Bangladesh has also significantly reduced child labour, but there is still work to be done to completely eradicate the practice. This progress has been facilitated by a number of international agreements that set out legal guidelines and frameworks for action, including the Worst Forms of Child Labour Convention (C182) and the ILO’s Minimum Age Convention (C138). Over the past 20 years, there has been a noticeable improvement in the rate of child labour reduction. The National Child Labour Survey 2022 finds that Bangladesh has 39.96 million children (51.79 percent boys and 48.21 percent girls) aged five to 17 years. Out of the entire child population, 3.54 million are working children. The report also highlights their involvement in various sectors, including agriculture, manufacturing, construction, wholesale, retail, and transport. Some 60.8 percent of them are employees, and 99 percent of them informally employed. Despite government initiatives, child labour is still a common practice especially in the rural region of Bangladesh.

However, the government has put in place some measures to lessen child labour, like raising the minimum working age and offering children training and education opportunities. The National Child Labour Elimination Policy 2010 was aimed at addressing the deep-rooted issue of child labour by implementing a comprehensive strategy. The policy was a big step in the right direction towards solving the problem. Its main objectives are to enhance the legal system, provide access to education, and end dangerous kinds of child labour. The National Child Labour Elimination Action Plan (NPA) is another initiative that aims to operationalise the policy by providing strategies for intervention and clearly defined targets.

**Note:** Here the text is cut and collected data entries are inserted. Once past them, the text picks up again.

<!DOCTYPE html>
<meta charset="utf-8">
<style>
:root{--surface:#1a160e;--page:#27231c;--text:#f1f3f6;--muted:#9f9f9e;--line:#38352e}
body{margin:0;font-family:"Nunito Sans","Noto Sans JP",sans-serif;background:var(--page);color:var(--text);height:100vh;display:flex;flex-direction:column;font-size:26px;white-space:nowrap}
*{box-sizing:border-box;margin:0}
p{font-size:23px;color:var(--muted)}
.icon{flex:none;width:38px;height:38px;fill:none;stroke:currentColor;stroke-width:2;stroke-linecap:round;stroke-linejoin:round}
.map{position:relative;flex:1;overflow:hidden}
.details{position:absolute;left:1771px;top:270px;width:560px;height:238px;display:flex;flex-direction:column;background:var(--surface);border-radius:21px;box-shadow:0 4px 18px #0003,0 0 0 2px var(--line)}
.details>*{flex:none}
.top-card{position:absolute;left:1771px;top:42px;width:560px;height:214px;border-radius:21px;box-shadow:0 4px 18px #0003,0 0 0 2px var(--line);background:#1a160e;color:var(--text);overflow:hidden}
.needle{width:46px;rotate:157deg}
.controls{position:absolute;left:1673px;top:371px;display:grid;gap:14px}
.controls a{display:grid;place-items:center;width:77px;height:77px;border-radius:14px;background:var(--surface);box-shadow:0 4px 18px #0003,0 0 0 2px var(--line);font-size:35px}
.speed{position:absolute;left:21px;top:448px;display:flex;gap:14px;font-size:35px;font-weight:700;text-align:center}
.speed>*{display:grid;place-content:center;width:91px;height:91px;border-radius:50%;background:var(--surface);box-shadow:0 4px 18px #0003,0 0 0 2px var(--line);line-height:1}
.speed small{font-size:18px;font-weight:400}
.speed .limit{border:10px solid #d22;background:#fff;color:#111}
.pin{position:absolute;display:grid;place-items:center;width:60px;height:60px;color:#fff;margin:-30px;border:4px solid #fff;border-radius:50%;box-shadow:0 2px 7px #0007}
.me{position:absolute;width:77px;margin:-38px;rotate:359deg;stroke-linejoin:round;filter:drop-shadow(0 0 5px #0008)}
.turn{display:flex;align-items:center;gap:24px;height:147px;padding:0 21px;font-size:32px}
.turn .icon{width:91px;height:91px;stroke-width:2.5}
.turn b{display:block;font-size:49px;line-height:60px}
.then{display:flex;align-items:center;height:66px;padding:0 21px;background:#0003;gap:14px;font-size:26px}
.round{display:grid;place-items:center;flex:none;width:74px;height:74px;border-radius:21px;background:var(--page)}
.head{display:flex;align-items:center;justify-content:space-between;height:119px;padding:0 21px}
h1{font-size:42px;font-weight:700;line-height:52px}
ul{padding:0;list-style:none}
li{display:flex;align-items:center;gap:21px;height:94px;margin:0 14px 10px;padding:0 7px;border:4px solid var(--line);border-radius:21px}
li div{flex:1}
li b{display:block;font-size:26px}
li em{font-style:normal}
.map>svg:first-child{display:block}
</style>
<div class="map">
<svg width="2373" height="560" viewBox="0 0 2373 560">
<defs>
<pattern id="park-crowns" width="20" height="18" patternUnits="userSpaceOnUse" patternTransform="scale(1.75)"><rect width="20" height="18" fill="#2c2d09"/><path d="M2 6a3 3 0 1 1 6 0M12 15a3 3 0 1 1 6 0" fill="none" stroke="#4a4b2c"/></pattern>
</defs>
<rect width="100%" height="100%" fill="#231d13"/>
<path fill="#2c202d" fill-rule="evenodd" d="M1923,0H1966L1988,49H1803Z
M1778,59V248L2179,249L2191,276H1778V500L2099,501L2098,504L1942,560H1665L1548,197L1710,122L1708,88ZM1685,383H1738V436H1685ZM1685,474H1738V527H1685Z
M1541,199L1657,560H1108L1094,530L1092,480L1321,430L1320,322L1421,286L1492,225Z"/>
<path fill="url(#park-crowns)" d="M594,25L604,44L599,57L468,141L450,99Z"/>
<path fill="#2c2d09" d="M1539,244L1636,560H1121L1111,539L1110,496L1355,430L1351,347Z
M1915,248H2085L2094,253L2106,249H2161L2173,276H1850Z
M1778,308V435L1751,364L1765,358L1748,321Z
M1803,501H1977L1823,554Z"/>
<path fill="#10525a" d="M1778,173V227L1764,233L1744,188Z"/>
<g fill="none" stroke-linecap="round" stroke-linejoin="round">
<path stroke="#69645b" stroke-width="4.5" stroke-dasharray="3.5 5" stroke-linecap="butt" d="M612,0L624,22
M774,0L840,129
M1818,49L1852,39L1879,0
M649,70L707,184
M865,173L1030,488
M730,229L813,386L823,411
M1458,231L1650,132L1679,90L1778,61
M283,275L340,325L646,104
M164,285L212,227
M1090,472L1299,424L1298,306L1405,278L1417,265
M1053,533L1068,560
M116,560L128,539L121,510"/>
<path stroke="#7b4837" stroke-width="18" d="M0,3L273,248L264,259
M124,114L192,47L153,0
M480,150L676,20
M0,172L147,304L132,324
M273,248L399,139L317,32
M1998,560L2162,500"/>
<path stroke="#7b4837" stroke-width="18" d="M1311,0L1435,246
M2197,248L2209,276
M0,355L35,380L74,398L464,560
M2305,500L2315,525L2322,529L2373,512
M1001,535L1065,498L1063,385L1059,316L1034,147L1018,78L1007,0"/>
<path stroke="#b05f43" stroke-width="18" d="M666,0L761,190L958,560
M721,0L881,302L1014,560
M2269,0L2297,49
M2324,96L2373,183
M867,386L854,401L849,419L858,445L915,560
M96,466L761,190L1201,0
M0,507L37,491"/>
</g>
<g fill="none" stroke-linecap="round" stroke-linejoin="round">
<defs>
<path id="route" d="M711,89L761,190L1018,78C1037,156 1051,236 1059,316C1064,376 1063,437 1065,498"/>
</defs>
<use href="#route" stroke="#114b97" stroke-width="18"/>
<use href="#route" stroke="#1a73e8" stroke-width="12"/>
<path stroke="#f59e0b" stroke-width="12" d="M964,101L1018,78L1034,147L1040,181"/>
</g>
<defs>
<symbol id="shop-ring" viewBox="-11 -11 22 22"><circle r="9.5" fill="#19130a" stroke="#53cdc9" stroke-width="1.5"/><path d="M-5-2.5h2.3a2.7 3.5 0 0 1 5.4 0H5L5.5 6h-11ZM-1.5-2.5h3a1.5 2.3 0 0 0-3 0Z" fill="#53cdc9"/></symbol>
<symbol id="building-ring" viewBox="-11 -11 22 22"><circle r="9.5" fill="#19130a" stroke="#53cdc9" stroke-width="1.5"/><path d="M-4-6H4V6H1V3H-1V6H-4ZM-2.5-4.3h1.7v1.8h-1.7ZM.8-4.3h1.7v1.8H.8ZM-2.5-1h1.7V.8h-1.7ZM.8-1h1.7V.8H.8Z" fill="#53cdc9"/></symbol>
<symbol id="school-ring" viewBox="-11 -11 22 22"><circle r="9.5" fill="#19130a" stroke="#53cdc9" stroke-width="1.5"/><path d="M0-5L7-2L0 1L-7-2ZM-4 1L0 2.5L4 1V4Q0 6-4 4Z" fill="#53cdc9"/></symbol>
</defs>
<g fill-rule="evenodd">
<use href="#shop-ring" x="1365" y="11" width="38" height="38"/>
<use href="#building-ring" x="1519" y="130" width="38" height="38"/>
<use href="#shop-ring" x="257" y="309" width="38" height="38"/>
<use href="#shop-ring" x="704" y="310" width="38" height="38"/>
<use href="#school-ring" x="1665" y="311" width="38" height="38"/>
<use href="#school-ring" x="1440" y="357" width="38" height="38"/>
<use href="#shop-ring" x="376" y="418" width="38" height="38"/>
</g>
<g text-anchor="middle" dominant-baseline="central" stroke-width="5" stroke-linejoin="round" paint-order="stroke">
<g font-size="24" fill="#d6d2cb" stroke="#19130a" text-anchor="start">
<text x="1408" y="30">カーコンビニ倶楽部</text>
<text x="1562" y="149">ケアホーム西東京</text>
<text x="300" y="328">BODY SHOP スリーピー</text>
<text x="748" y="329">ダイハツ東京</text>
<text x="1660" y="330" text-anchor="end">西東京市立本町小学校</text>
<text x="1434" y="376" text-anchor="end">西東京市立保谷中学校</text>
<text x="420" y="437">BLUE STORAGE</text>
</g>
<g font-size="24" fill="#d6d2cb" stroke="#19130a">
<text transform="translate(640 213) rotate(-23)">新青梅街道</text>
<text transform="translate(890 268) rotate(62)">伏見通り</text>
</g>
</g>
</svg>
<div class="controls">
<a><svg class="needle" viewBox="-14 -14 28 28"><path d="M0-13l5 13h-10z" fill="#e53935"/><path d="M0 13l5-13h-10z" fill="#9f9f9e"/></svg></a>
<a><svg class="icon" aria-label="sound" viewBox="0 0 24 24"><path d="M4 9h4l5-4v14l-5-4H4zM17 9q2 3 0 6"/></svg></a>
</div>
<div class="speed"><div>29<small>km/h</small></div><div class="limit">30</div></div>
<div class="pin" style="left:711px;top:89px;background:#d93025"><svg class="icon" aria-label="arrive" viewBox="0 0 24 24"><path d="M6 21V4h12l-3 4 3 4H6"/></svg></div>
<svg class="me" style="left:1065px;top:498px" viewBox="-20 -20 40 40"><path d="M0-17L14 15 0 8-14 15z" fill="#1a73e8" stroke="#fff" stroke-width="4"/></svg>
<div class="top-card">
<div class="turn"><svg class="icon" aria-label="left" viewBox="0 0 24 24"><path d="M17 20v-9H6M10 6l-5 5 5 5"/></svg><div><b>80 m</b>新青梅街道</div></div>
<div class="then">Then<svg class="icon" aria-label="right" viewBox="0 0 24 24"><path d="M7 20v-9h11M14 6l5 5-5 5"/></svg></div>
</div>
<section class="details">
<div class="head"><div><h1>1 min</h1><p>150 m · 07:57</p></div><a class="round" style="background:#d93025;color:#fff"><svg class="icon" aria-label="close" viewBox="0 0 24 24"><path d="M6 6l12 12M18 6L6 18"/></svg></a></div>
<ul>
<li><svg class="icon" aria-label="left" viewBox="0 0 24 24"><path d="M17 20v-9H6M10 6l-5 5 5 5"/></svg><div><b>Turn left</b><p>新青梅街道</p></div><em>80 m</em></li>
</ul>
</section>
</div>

Socioeconomic conditions, poverty, limited access to education, and deeply ingrained cultural norms have normalised the idea of children contributing to family income through labour. These contextual factors necessitated a targeted and multifaceted approach to address child labour effectively. There have been numerous international organisations, governments, and non-governmental organisations (NGOs) working towards the goal of ending child labour for decades. Most Bangladeshi children have low-income parents who engage in a range of risky occupations. These kids’ physical and emotional health are in danger due to the nature of their jobs, and their basic rights to an education and a healthy upbringing are being infringed. It also has an impact on children’s physical and emotional well-being as well as their access to education.

Numerous reports, including those from local NGOs and the ILO, claim that child labour is still common in a number of industries, including manufacturing, household work, and agriculture. The inadequate monitoring and evaluation of the National Child Labour Elimination Policy has drawn criticism. The policy’s poor implementation, monitoring and evaluation have been attributed in large part to a lack of resources, a lack of enforcement, and low stakeholder awareness. The strategy received praise for its emphasis on social security and education, but it has not been enough to solve the underlying issues that lead to child labour in Bangladesh. Because of this, the government has been pushed to step up efforts, such as by tightening the enforcement of labour laws, expanding access to social services and education, and collaborating with civil society organisations.

It is important to note that while the government is dedicated to protecting children, only comprehensive action can have a beneficial effect on reducing or eliminating child labour at all societal levels. National action is, therefore, crucial. However, in order to behave in complete accordance with reality, all relevant factors such as the social, political, cultural, and economic conditions must be taken into account. In addition, a strong child sensitivity approach and the use of multiplier measures are required. Beside our social safety net programmes, it is also necessary to formulate new social policies to improve these conditions.

Lastly, poverty and child labour are inextricably linked, and as long as we ignore or do not recognise child labour as a structural reality of the economy, it will be difficult to eliminate child labour from the supply chain.